Figure 2. Secondary DBR-SIS data (Study 2).
Note. Open circles denote systematic direct observation probes. Square markers denote DBR-SIS data. Dotted line denotes mean DBR-SIS score per phase. Triangle data point on 5/19 denotes when the student was told she would not be graduating on time. DBR-SIS = Direct Behavior Rating–Single Item Scales.
For Alex and Kayla, evidence is provided regarding the immediacy of effect, thus suggesting a functional relationship between the introduction of the intervention and improvements in student behavior according to visual analysis of DBR-SIS data. For Maya, intervention effects were observed more gradually. Improvements were also observed in regard to the level of student behavior, with mean levels of AE increasing from baseline to intervention (see Table 2). With regard to trend, all three students exhibited a slightly decreasing trend in AE during baseline. During intervention, improved trend was observed for Alex and Maya, but not for Kayla.
|
Table 2. Comparison of Progress-Monitoring Data From Study 2 (Secondary).

Notably, the behavior exhibited across students was highly variable, and there were a significant proportion of overlapping data points across baseline and intervention phases for all students. Thus, quantitative effect size metrics were used to supplement visual analyses. None of the participants exhibited statistically significant baseline trend, and thus, Taunovlap was deemed appropriate. Phase contrasts were performed between the baseline and intervention conditions, and DBR-SIS data were analyzed to determine (a) the magnitude of effects and (b) whether statistically significant improvement in behavior were obtained. Individually, the largest effect size was obtained for Alex (Taunovlap = .55, p = .04), while smaller, nonsignificant effects were obtained for Maya (Taunovlap = .28, p > .05) and Kayla (Taunovlap = .25, p > .05). When combined across all students, the omnibus effect size estimate suggested that statistically significant improvements in behavior were obtained overall (Taunovlap = .36, p = .02). It should be noted that, for Maya, an unanticipated event may have impacted outcomes. Specifically, Maya was told by a school counselor on 5/19/14 that she would not be graduating on time, and her teacher reported that Maya became disengaged and unmotivated following that incident.
DBR-SIS and SDO
To facilitate comparison between data sources, DBR-SIS data were converted from a 0–10 scale to a 0–100 scale. As shown in Table 2, differences were observed between DBR-SIS and SDO in regard to estimates of duration. In particular, estimates of duration tended to be higher using SDO compared with DBR-SIS. Interestingly, conflicting decisions could be made with regard to student response to intervention depending on the data source examined; DBR-SIS data suggested modest improvements in student behavior, whereas SDO data suggested that AE decreased between baseline and intervention phases. Consequently, effect size estimates were markedly different between DBR-SIS and SDO, with DBR-SIS indicating modest improvements in student behavior and SDO indicating that behavior became worse during the intervention phase.

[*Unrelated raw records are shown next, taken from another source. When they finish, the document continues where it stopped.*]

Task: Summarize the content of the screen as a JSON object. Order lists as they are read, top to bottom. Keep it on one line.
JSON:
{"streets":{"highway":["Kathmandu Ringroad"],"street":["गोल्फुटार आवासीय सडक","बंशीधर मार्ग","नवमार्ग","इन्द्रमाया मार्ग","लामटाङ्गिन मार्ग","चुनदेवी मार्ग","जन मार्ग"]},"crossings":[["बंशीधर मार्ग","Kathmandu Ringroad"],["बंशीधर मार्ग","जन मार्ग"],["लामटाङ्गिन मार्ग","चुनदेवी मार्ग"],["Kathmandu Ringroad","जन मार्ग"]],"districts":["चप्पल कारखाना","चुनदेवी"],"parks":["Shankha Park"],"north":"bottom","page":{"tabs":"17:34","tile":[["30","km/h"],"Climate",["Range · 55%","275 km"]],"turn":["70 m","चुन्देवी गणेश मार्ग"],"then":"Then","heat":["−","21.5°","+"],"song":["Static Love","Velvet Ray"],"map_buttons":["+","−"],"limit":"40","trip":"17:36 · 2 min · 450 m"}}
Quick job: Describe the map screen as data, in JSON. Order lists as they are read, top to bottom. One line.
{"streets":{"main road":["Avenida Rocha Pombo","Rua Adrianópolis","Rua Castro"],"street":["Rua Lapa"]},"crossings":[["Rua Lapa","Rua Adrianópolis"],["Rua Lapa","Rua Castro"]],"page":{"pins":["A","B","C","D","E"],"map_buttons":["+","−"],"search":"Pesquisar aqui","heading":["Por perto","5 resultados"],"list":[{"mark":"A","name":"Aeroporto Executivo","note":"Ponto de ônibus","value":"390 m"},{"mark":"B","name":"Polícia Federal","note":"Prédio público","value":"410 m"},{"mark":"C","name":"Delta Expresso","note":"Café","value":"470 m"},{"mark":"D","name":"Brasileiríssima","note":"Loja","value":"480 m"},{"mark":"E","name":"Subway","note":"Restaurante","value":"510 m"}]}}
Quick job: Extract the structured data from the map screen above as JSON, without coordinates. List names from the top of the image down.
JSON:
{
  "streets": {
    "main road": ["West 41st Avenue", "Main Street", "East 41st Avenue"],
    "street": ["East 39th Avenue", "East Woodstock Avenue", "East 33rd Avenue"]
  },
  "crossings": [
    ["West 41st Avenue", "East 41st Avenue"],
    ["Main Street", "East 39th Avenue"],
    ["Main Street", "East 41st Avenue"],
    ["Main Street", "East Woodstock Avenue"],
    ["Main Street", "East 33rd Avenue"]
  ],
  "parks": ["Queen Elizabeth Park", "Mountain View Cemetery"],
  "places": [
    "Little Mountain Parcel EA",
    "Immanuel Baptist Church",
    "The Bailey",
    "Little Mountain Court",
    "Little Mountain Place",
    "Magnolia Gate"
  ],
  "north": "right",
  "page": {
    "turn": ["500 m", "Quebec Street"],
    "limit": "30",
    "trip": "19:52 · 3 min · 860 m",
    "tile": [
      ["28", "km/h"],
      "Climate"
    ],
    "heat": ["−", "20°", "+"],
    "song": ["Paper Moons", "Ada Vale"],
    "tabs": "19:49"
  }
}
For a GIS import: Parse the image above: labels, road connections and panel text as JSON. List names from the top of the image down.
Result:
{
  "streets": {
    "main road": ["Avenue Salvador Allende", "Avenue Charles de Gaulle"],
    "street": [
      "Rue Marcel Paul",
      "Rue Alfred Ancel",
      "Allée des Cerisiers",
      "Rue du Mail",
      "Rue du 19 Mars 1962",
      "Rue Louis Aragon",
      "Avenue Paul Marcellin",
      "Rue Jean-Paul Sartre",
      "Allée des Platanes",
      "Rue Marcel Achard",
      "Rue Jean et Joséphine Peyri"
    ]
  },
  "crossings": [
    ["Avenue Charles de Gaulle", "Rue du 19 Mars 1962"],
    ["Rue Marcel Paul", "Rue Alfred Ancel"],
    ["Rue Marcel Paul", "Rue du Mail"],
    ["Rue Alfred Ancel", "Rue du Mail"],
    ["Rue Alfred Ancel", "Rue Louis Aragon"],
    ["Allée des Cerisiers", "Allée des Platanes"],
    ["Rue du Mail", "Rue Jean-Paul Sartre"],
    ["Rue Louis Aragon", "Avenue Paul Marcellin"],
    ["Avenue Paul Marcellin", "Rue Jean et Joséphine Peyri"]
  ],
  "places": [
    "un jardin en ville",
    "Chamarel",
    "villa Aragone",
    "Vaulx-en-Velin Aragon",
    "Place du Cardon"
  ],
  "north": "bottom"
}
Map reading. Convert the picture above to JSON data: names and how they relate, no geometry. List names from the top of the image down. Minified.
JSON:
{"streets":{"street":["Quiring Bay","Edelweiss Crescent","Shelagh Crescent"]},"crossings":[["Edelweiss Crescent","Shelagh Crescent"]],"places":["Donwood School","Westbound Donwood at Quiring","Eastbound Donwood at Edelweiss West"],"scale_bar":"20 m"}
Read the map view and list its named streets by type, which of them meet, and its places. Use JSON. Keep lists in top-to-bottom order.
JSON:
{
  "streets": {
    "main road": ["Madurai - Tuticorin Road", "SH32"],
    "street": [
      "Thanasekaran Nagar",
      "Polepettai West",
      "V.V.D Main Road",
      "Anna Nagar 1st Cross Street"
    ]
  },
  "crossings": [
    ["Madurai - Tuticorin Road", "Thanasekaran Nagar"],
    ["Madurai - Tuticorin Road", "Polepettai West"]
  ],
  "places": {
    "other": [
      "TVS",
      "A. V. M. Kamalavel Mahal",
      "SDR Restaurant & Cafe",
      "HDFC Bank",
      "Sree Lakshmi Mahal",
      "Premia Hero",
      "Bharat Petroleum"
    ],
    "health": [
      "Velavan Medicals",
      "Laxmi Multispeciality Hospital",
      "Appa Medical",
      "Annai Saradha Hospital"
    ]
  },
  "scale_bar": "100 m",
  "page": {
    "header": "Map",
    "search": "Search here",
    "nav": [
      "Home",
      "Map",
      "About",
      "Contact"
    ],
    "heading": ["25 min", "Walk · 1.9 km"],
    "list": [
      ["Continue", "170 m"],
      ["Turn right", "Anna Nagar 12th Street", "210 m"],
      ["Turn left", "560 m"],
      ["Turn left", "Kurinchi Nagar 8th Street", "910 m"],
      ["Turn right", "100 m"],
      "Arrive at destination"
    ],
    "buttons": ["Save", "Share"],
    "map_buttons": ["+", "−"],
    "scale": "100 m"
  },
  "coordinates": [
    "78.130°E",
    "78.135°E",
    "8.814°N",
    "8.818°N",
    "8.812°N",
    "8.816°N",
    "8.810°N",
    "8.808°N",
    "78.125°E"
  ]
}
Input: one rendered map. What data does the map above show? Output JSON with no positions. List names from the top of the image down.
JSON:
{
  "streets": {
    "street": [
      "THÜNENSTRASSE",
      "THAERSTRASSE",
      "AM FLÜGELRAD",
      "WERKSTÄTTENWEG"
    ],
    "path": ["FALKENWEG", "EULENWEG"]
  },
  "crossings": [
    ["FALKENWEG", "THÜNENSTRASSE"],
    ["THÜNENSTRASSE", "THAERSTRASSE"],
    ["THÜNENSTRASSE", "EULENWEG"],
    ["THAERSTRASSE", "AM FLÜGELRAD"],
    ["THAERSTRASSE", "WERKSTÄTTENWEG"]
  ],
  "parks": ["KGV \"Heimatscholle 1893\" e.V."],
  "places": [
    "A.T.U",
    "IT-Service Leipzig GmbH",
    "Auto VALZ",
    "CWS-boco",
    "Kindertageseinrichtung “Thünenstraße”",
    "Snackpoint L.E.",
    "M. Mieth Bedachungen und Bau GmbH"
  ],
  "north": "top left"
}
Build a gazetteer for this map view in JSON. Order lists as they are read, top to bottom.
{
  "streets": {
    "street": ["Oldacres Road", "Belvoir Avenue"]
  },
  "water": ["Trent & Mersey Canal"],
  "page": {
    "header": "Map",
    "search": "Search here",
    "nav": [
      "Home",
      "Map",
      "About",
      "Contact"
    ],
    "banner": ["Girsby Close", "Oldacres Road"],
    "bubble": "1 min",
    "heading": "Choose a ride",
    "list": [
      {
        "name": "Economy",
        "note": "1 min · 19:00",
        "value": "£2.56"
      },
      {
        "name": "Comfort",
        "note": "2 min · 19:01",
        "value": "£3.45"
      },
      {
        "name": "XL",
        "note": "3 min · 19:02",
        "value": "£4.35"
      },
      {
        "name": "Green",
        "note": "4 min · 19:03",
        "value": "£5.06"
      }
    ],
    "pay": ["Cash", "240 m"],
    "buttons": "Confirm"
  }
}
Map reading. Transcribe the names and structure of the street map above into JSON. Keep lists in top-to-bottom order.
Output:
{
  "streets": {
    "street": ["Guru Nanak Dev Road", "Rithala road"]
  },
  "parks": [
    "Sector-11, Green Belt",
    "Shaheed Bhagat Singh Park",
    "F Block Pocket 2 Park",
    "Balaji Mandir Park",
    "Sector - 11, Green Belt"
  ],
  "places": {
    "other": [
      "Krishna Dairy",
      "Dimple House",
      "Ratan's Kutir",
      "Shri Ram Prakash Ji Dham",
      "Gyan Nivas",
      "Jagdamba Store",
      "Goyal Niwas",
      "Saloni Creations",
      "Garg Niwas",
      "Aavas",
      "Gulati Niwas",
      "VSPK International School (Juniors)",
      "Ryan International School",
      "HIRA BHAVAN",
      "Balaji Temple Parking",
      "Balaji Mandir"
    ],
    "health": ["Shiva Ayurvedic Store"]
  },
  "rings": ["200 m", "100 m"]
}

Treatment integrity and social validity data
Treatment integrity was investigated by examining permanent products collected throughout the intervention period, including daily DBR-SIS rating forms and DRCs for each student–teacher dyad. Although missed days of implementation occurred due to teacher or student absences, field trips, and state testing, of the eligible implementation days during the study, Alex and Kayla’s DRCs were implemented 100% of eligible intervention days, whereas Maya’s was implemented 81%. Social validity data collected using the URP-IR indicated that all four teachers rated the DRC intervention favorably (ratings of 4 or greater) on the following subscales: Acceptability, Understanding, Feasibility, and System Climate. Mixed ratings were provided in terms of Home–School Collaboration and System Support, with some teachers rating these subscales high and others rating these subscales low (see Table 3).
|
Table 3. Social Validity Data: Usage Rating Profile–Intervention Revised.

The aims of the present study were to (a) add to the research base regarding the validity of DBR-SIS as a progress-monitoring instrument within an MTSS framework, and (b) evaluate how different data sources might lead to different conclusions and determinations with regard to student response to the intervention. To this end, this study evaluated student response to DRCs within two multiple baseline designs in a diverse magnet school district located in the northeastern United States, wherein student response to the intervention was monitored using both DBR-SIS and SDO. With regard to each of the research questions posed, this study yielded several interesting findings.
First, with regard to the sensitivity of DBR-SIS as a formative assessment tool, visual analysis of DBR-SIS data supported the sensitivity of the measure in detecting changes in student behavior. In six of the seven cases, DBR-SIS data provided evidence for immediacy of effect upon implementation of the DRC. Furthermore, the variability of data obtained suggested that DBR-SIS captures fluctuations in behavior and does not appear to demonstrate floor or ceiling effects. Visual and quantitative analyses of the DBR-SIS data generally supported a modest relationship between initiation of the intervention and improvements in student behavior. That is, all students evidenced improved behavior from baseline to intervention phases based on DBR-SIS data. However, it should be noted that statistically significant improvements in behavior were only obtained for Jordan, Amari, and Alex based on DBR-SIS data. Examination of the effect sizes obtained via DBR-SIS and SDO suggests that this finding might be attributable to the intervention itself, rather than an artifact of the data source. That is, for four of the students, regardless of the data source examined, the intervention was not very effective.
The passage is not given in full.